= Data shown =
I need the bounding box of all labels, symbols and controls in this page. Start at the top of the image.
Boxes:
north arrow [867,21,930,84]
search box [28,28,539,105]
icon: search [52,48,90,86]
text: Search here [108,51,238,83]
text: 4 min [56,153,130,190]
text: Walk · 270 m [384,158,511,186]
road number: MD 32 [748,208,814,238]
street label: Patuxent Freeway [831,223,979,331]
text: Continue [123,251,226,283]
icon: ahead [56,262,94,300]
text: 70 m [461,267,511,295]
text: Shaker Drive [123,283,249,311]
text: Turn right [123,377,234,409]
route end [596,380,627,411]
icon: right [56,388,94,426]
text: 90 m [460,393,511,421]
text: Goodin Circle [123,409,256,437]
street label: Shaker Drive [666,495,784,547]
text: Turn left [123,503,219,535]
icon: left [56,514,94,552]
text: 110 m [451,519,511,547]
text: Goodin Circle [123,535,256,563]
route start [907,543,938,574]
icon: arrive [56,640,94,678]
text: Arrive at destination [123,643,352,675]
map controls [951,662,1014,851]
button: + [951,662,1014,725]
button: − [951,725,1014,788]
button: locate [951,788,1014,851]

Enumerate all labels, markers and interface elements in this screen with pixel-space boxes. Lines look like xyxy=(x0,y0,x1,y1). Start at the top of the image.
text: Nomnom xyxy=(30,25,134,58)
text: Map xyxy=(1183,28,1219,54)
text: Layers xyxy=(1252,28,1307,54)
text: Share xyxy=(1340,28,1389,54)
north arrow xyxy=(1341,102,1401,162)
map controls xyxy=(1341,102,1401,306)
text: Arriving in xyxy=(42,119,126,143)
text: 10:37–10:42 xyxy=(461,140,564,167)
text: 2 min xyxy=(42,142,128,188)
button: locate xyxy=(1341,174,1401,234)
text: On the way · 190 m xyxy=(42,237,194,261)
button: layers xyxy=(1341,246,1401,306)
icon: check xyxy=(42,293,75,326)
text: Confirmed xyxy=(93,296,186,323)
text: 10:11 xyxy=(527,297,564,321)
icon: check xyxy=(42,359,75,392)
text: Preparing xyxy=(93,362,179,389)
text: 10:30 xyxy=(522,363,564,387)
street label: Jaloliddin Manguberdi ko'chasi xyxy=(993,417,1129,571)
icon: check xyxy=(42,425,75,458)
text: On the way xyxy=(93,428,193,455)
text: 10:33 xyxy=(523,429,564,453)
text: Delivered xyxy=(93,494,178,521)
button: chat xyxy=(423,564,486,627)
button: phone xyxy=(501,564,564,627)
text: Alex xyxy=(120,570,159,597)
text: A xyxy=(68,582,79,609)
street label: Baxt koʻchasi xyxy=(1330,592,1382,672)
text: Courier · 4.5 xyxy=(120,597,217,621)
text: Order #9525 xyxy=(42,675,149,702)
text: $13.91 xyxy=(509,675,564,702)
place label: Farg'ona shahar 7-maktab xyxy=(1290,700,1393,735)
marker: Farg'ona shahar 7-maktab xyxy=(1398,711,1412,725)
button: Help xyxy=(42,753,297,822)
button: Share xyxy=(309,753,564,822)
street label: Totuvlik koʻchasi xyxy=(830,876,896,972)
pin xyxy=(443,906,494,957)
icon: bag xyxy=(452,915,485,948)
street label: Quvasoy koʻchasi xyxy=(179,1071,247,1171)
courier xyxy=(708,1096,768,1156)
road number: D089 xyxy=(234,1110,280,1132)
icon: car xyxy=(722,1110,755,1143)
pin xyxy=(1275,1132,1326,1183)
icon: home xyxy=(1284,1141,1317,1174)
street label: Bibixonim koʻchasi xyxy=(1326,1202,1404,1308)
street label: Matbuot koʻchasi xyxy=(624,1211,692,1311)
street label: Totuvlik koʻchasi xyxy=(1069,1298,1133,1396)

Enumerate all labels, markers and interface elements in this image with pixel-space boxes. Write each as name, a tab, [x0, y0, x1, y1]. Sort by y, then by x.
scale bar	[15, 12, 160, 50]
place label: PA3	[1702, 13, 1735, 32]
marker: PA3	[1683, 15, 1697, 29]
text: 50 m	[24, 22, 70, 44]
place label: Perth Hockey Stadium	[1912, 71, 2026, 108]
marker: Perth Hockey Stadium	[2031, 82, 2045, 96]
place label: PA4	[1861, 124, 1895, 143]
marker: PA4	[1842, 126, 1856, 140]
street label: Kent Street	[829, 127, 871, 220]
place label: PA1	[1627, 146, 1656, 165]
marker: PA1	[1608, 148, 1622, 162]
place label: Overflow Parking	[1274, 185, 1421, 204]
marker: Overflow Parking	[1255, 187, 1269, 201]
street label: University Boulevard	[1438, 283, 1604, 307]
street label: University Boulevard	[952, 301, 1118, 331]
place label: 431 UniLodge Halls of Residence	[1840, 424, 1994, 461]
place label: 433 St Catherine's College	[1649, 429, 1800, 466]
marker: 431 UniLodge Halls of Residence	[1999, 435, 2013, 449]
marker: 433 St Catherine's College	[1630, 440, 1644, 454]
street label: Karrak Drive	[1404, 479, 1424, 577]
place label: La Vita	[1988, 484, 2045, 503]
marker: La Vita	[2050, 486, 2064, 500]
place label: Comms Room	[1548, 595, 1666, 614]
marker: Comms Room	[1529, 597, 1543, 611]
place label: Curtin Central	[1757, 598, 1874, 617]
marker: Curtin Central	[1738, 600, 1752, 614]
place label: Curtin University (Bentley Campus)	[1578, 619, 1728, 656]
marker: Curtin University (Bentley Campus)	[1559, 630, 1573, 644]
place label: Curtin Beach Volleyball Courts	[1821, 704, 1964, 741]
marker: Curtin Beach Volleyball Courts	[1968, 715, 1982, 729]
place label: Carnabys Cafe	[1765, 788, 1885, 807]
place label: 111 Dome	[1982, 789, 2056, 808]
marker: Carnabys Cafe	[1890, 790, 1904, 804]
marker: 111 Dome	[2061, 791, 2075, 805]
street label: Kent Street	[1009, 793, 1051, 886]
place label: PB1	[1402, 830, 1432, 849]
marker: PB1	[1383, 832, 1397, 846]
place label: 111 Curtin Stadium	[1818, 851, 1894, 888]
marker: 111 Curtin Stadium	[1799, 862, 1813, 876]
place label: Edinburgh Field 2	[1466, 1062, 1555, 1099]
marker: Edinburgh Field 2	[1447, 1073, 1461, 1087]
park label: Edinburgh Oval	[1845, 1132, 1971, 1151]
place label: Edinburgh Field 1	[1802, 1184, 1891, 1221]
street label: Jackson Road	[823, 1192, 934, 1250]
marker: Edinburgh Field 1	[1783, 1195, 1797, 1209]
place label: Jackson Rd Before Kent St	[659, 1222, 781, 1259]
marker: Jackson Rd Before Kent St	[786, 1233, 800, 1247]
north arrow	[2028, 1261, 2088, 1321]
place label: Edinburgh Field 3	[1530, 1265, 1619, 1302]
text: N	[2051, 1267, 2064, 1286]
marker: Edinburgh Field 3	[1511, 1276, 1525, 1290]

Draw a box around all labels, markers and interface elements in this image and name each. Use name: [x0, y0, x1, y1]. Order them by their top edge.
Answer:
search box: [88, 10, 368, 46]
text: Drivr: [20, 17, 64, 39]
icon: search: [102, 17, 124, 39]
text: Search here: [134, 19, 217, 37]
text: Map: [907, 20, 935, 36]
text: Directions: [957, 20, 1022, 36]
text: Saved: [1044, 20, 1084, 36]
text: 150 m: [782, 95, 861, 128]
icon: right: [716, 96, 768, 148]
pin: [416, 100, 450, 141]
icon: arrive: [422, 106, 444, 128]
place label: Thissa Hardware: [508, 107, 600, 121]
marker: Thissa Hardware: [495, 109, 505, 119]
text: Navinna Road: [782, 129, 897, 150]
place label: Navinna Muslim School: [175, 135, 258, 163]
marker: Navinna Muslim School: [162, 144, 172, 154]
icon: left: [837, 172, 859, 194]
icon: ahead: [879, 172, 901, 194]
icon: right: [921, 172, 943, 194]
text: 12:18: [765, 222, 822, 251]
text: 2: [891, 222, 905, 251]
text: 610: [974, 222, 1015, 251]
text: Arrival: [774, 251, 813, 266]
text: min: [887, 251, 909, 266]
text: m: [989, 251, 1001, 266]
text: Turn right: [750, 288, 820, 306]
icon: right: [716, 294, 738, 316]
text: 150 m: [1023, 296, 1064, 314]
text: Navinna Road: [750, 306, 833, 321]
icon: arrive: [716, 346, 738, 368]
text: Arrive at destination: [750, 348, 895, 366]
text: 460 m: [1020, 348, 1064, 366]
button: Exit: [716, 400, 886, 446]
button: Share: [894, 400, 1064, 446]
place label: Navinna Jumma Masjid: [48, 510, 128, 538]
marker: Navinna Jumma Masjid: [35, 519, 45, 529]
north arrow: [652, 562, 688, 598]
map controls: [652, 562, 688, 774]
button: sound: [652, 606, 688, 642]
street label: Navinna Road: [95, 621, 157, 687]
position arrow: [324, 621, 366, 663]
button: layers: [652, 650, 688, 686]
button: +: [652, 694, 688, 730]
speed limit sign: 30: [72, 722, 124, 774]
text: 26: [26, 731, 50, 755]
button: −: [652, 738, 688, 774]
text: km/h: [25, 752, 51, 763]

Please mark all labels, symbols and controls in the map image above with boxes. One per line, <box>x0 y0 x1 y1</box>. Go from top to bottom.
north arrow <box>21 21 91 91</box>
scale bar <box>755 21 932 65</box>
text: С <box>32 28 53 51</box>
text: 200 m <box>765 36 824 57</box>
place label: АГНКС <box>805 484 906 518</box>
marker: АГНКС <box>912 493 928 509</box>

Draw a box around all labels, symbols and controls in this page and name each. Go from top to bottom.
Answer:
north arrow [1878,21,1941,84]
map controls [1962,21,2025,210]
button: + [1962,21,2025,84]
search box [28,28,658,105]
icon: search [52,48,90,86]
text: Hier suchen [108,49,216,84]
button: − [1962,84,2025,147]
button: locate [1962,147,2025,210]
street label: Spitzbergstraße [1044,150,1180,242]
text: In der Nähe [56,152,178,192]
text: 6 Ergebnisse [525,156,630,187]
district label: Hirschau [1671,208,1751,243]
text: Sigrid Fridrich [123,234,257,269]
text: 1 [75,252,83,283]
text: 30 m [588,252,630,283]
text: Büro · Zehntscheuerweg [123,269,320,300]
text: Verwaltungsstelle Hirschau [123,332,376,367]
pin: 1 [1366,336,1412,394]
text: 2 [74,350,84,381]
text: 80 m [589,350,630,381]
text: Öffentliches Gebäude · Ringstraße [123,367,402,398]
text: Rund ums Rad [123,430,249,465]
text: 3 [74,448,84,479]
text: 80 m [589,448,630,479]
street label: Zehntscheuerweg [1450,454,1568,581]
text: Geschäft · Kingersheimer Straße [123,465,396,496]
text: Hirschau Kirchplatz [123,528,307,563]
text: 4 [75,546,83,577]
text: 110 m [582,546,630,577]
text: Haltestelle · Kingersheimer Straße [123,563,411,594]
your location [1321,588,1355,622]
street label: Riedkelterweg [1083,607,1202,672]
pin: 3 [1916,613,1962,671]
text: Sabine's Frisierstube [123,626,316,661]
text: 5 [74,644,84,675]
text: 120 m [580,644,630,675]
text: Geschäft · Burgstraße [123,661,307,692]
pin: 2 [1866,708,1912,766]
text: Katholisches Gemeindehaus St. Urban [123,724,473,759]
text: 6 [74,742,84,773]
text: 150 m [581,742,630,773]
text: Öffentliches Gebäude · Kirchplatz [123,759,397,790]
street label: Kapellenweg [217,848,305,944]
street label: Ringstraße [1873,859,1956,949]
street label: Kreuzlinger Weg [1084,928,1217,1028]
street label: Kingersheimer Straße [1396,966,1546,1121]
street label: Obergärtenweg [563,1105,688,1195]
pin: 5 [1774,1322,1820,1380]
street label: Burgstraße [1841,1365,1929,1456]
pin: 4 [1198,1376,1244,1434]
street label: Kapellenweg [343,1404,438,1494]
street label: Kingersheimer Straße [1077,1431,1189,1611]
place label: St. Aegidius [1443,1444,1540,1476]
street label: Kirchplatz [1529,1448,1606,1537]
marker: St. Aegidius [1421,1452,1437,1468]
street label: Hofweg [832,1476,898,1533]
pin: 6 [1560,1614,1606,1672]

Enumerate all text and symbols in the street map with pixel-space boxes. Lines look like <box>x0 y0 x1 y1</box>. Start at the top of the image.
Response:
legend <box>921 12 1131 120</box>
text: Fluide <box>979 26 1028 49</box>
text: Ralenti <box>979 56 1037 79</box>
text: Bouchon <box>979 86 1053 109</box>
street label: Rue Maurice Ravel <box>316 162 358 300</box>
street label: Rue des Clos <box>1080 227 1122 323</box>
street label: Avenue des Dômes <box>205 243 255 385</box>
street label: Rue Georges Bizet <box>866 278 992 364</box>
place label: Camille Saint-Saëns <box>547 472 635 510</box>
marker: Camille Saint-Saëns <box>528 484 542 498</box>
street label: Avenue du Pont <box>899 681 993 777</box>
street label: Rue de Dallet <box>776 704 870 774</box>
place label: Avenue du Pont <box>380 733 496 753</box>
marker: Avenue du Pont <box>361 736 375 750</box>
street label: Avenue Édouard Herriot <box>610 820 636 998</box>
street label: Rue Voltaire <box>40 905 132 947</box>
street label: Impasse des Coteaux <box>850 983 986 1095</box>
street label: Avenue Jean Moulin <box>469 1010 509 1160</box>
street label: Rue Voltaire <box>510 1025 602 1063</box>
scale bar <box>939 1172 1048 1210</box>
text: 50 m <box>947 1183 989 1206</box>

= Problem to work on =
Please write out, exactly as they appear above, only the lines in the stretch from the line with "Please mark all" through the line with "Draw a box around all labels, symbols".

= Output of the task =
Please mark all labels, symbols and controls in the map image above with boxes. One per line, <box>x0 y0 x1 y1</box>. Go from top to bottom.
north arrow <box>21 21 91 91</box>
scale bar <box>755 21 932 65</box>
text: С <box>32 28 53 51</box>
text: 200 m <box>765 36 824 57</box>
place label: АГНКС <box>805 484 906 518</box>
marker: АГНКС <box>912 493 928 509</box>

Draw a box around all labels, symbols and controls in this page and name each. Go from top to bottom.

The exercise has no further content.